In this bundle we also get two FX exposes. Flight of the Monkeybirds (4.10 mins) is a look at the creation of the beasts with rehearsals, script read-throughs, behind-the-scenes, animatics and the finished article as seen in the film. Giants Development (2.01 mins) has a gander at the floating behemoths (who, in the film, make Treebeard sound like a racing commentator) via conceptual art, doodles, clay models, storyboards, CG mapping and compositing the final shots.
Then we get what could have been a dire waste of time, but is actually a fantastic little segment, in the Q and A (20.24 mins). This is Neil and Dave on the MirrorMask promotional tour of America, taking questions from the audience. Dave makes a great reference to Baddiel and Skinner Unplanned (one of my favourite shows on TV, folks, alongside Shooting Stars and QI) and the whole thing does, indeed, have that quality of on-the-hoof improvisation. Very funny, the pair clearly have a ball in the various places in which they are quizzed and there's a great little anecdote about staying in Jim Henson's muppet-filled house whilst writing the script. We get a good key into Dave McKean's visual approach to his work and many things other than the production of the film are covered. He also states that he would love to shoot Gaiman's short story Troll Bridge one day. God, I hope he gets that chance, as it is my favourite of Gaiman's tales. It can be found in his anthology Smoke And Mirrors.
Then we get a Poster and Cover Art Gallery that showcases ten different designs for the poster, the books and the soundtrack.
And finally we get some trailers.
A reasonable selection of extras, all in all.

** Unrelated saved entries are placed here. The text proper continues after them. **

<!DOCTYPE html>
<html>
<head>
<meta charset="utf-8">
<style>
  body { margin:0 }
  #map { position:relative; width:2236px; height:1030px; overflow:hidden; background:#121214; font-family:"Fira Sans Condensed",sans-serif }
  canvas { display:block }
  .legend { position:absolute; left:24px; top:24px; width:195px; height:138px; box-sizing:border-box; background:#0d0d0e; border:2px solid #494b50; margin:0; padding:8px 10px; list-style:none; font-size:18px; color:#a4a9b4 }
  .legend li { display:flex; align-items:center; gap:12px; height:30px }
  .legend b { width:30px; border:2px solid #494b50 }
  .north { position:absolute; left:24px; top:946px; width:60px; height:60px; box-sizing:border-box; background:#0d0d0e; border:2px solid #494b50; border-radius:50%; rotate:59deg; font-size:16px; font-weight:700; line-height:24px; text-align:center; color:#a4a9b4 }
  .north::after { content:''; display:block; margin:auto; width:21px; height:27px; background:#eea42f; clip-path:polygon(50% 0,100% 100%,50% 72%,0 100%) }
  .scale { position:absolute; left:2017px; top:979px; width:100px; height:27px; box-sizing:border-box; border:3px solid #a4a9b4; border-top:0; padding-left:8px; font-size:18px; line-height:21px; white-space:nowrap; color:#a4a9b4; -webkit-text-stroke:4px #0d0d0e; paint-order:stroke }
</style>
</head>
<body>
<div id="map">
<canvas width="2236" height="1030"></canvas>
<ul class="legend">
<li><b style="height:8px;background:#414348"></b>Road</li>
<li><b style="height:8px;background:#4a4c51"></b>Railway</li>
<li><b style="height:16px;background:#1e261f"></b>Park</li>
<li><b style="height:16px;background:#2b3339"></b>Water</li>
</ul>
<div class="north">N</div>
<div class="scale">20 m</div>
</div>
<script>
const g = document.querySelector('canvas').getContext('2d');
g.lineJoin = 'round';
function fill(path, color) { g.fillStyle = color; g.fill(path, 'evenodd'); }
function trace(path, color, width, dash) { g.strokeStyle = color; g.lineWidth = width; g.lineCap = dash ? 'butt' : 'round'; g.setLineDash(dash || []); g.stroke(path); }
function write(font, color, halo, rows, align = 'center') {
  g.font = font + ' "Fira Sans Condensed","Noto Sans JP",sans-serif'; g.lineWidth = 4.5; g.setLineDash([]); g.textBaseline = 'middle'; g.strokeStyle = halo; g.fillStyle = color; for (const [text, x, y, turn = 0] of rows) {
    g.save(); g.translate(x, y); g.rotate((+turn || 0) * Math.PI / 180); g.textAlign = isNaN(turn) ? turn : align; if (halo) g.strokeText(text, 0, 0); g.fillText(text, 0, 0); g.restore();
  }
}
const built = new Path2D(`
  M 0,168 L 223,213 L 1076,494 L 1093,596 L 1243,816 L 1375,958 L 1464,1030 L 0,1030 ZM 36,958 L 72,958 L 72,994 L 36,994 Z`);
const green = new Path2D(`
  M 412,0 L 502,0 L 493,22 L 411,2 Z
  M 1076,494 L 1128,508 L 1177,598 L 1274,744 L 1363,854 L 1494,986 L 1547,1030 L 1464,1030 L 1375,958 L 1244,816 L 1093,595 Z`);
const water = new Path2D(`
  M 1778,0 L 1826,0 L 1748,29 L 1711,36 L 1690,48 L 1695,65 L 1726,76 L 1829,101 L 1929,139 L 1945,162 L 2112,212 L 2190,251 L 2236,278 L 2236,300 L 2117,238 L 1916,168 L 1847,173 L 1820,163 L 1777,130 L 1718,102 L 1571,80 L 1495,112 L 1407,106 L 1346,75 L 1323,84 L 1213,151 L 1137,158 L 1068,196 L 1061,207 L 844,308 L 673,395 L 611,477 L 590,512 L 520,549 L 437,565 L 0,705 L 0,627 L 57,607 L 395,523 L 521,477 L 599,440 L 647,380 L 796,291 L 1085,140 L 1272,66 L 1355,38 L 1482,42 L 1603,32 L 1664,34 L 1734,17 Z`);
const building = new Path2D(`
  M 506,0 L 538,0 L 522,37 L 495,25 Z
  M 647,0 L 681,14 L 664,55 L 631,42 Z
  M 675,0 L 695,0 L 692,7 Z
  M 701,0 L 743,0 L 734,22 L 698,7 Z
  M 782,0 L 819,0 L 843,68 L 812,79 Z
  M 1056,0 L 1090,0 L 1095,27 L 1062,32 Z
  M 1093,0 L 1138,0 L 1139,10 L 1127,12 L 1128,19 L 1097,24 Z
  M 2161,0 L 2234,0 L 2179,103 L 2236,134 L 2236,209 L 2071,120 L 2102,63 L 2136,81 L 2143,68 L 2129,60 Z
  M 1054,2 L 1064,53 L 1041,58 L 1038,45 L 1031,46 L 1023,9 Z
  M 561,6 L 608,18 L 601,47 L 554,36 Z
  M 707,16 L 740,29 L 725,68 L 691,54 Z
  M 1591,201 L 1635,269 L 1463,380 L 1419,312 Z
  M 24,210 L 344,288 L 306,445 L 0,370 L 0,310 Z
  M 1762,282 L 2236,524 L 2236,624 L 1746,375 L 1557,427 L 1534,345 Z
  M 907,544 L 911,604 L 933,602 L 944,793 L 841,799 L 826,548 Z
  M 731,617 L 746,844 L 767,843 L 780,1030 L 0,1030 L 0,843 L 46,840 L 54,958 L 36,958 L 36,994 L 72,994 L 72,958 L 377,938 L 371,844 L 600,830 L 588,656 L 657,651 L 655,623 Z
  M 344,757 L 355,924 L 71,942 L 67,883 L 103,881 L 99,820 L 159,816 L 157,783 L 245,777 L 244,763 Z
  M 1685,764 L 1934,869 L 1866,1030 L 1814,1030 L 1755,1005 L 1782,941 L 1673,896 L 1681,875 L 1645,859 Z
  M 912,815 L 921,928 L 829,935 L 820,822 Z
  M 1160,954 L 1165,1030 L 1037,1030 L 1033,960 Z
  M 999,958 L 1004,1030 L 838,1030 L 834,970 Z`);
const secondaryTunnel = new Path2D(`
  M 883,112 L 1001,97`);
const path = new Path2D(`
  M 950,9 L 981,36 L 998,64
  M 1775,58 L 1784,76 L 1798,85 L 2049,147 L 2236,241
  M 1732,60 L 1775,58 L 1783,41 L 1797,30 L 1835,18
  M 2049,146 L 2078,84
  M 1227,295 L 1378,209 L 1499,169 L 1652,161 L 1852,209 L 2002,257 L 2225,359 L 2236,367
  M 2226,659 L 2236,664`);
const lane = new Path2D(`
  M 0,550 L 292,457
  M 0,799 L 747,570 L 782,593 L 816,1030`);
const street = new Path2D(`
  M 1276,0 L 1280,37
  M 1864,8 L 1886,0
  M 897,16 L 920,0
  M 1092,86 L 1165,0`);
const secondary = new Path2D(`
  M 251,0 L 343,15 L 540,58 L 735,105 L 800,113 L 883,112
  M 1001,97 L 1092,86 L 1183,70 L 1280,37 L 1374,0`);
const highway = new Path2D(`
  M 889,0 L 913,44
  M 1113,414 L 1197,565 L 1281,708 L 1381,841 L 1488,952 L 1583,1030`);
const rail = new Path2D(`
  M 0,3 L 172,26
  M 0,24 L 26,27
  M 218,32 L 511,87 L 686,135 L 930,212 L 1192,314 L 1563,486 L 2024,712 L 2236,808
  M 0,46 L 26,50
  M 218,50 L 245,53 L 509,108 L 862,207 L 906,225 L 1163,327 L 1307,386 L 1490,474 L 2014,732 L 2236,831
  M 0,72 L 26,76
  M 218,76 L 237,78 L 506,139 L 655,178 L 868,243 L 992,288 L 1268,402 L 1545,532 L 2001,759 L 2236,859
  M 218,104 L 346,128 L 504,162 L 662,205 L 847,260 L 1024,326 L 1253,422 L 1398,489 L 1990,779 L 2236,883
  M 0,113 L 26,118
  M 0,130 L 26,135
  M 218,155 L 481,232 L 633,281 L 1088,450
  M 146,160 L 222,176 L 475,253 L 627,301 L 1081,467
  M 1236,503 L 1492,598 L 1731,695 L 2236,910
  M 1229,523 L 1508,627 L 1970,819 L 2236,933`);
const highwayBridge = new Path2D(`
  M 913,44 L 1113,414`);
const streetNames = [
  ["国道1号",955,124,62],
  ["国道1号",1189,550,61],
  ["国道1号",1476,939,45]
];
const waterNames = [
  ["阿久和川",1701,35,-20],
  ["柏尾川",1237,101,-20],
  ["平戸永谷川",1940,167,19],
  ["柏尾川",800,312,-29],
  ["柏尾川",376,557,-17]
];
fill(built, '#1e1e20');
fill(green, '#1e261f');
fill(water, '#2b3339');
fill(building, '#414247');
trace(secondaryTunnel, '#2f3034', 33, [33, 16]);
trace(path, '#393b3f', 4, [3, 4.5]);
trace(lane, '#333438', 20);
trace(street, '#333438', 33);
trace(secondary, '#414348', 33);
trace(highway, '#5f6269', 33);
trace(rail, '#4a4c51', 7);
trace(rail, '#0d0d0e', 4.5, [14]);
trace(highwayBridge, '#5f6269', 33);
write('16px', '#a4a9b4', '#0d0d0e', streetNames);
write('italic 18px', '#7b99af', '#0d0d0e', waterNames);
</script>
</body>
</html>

Inevitably, an audacious and experimental film like MirrorMask will be saddled with a love it or loathe it tag. The story may be familiar but the unique scripting and mesmerising visuals run the risk of alienating it from a larger crowd. Still, it would be a cold heart that refused to be swept along by the intricate beauty of such unbridled imagination. Personally, I was entranced by its uniquely deliberate oddness. It may have many familiar trappings, but it mixes them into a broth that needs a certain palette to fully appreciate. Yet, even with this proviso in mind, MirrorMask is a spectacle that deserves a place on every fantasy-lover's shelf, and the disc does an admirable job of presenting Gaiman's and McKean's fable with great AV quality and a nice set of features that prove able to bring the pair of fabulists back down to earth with wit and charm.
MirrorMask may never shake off its profoundly art-house aesthetic and it may not quite deliver on all of its narrative themes, but it still comes well recommended.